What needs to be done
Go through the entries below and count the lines where the word "this" appears; give only the count.

Exercise data
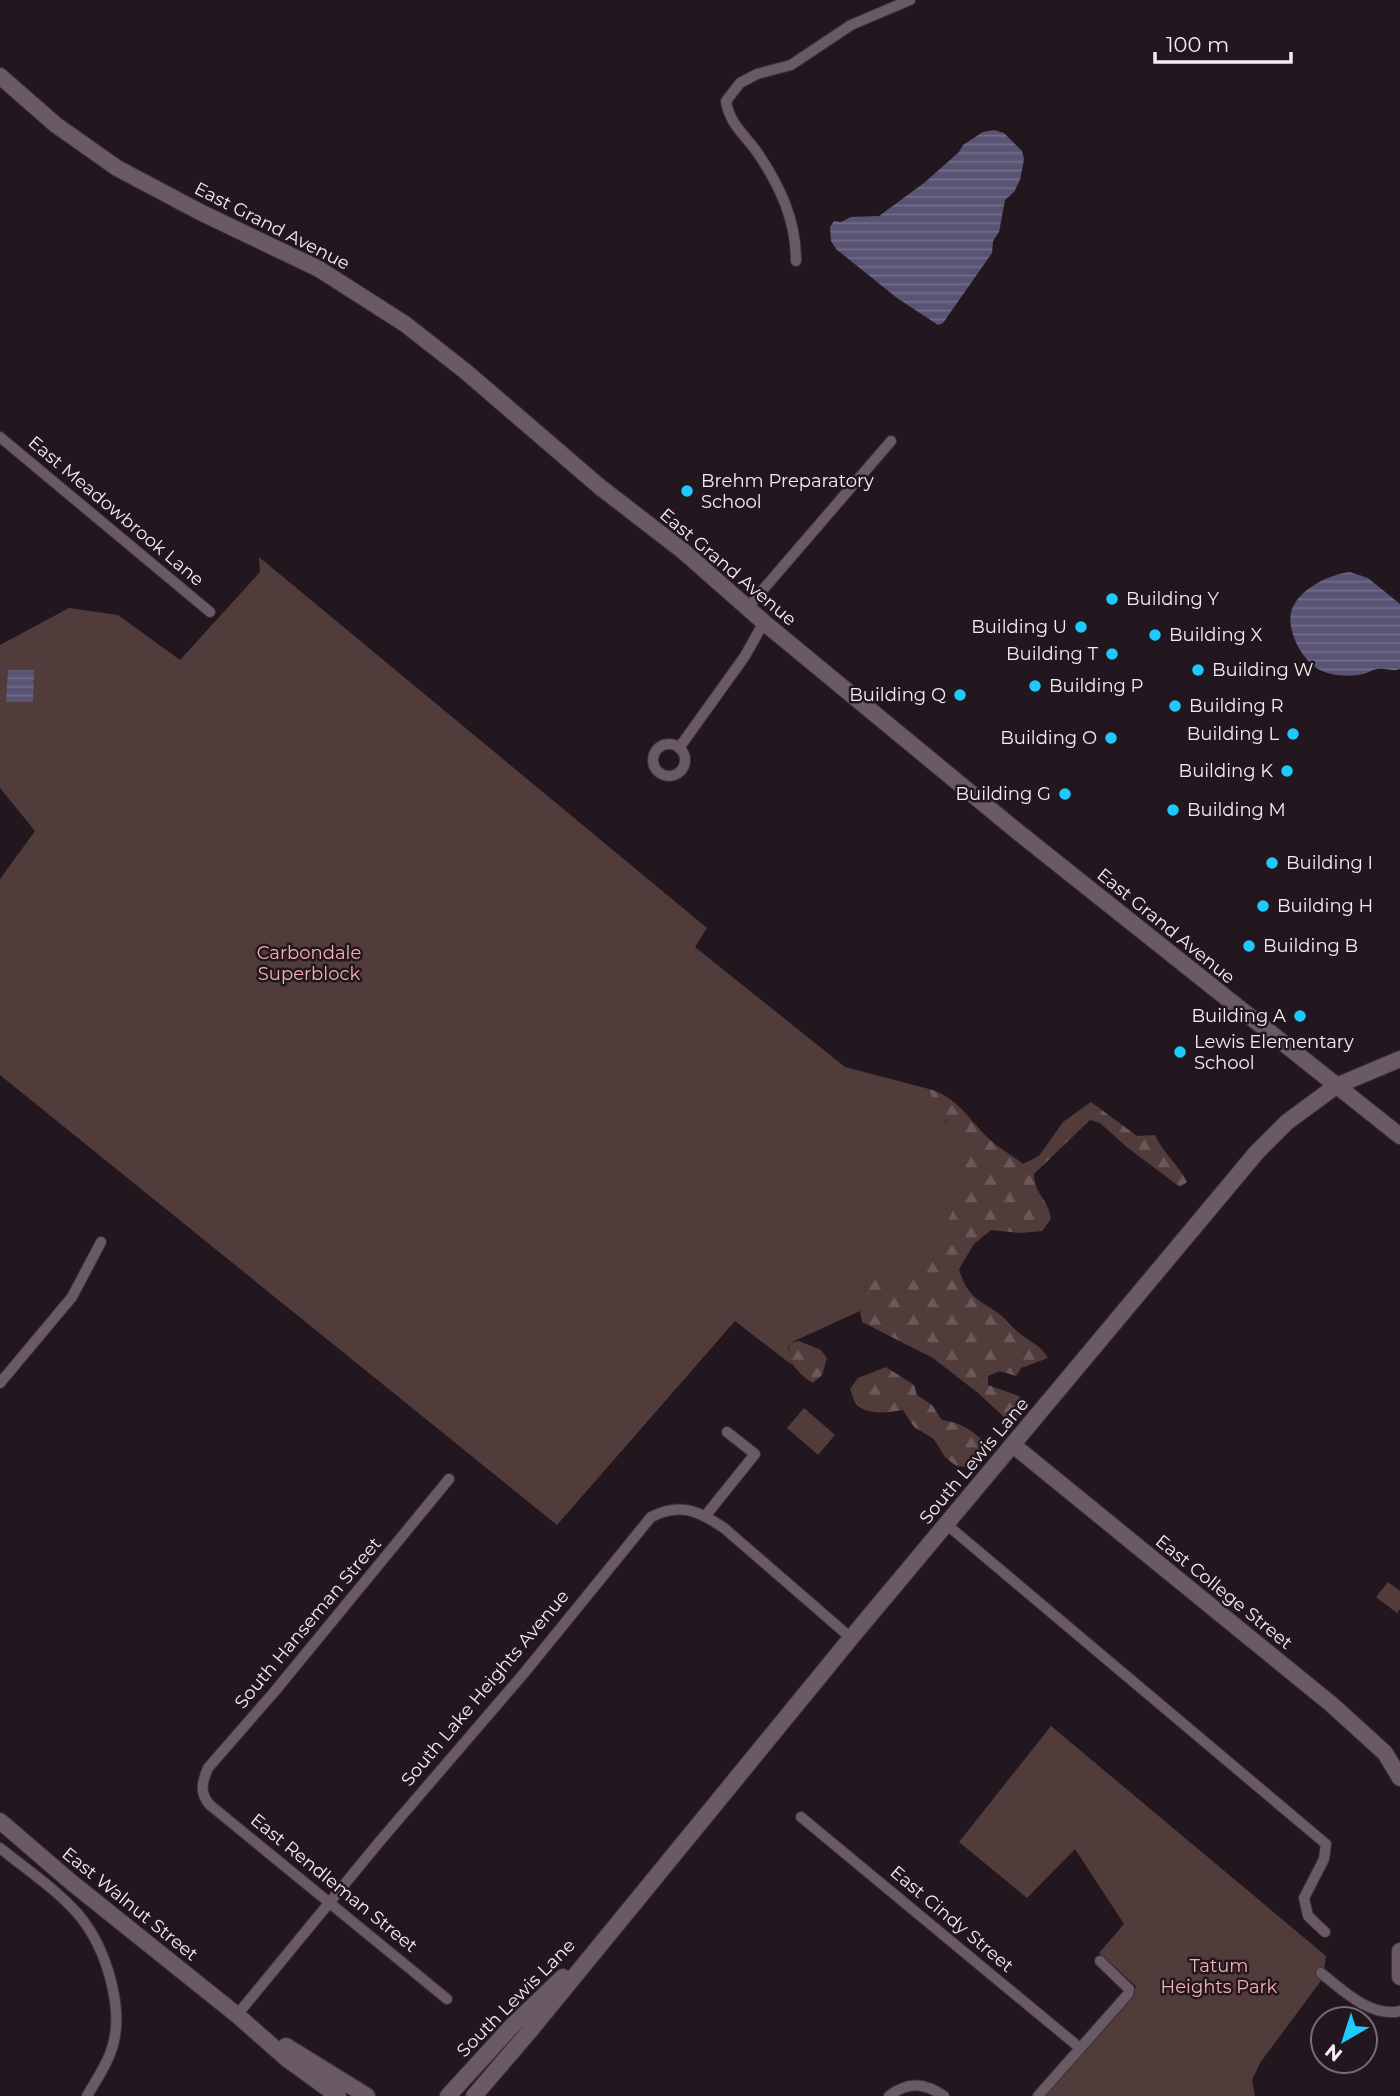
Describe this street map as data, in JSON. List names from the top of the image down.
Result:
==
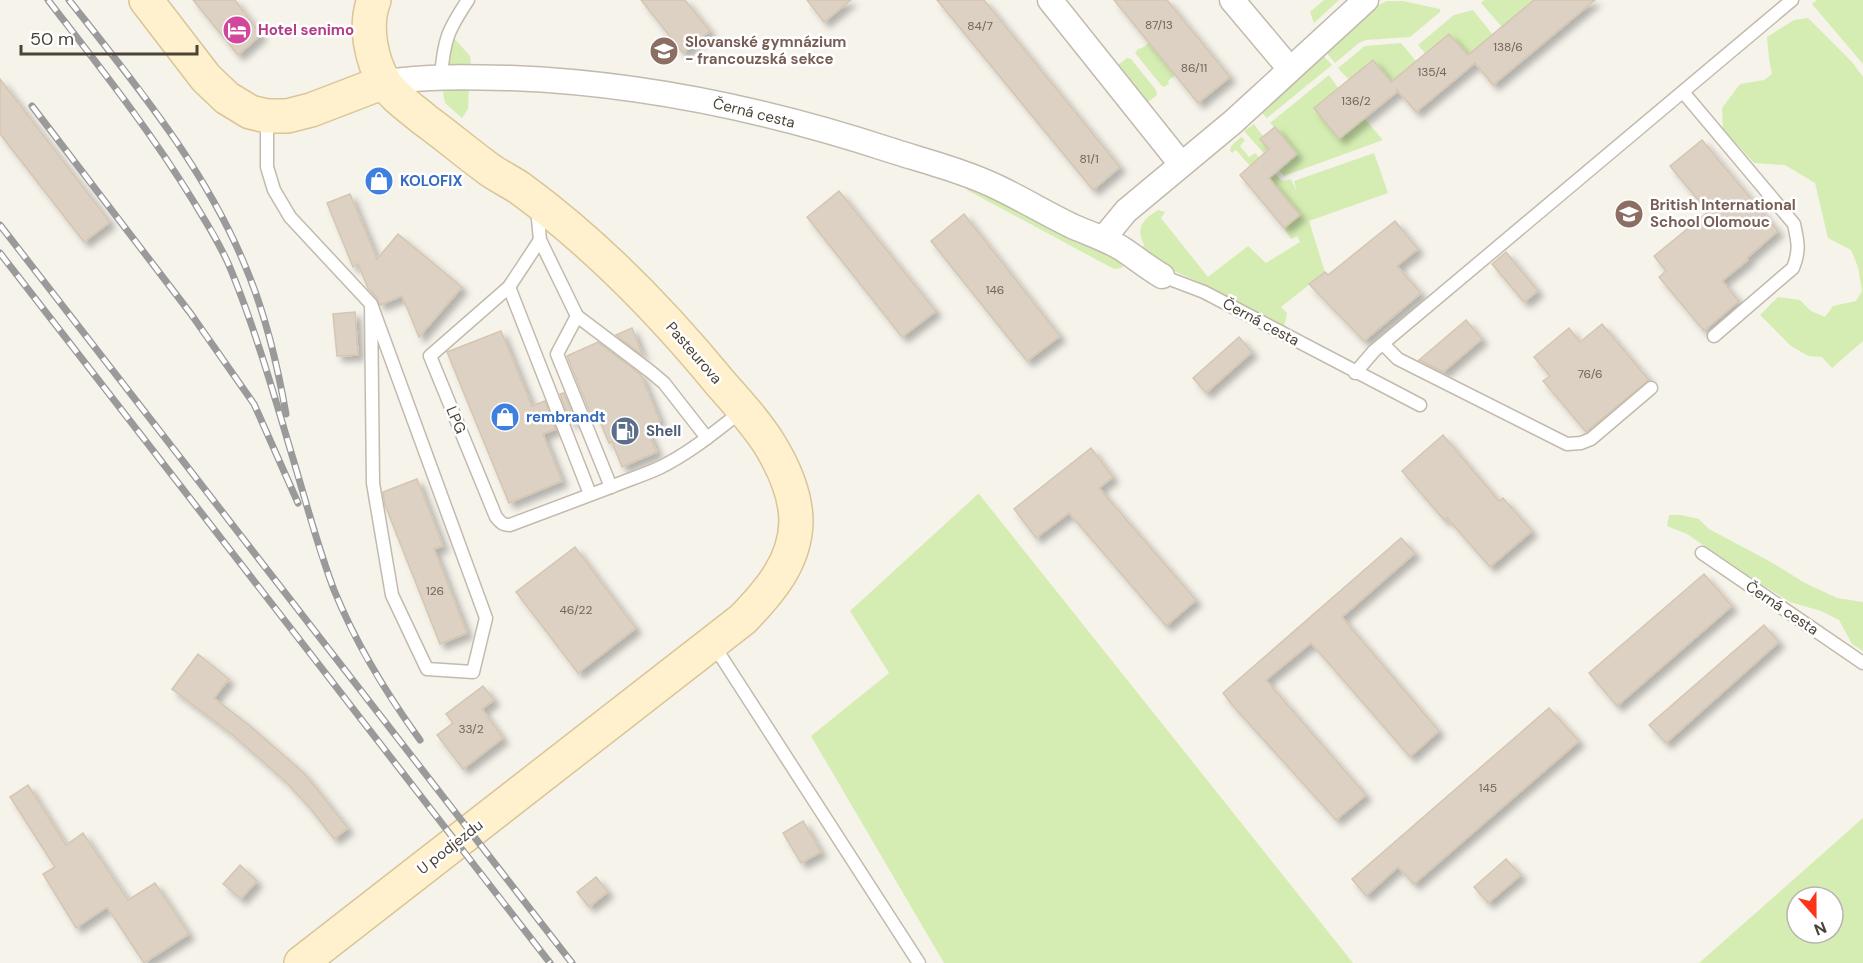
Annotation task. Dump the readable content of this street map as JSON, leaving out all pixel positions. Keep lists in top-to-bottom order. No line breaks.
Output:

Solution
2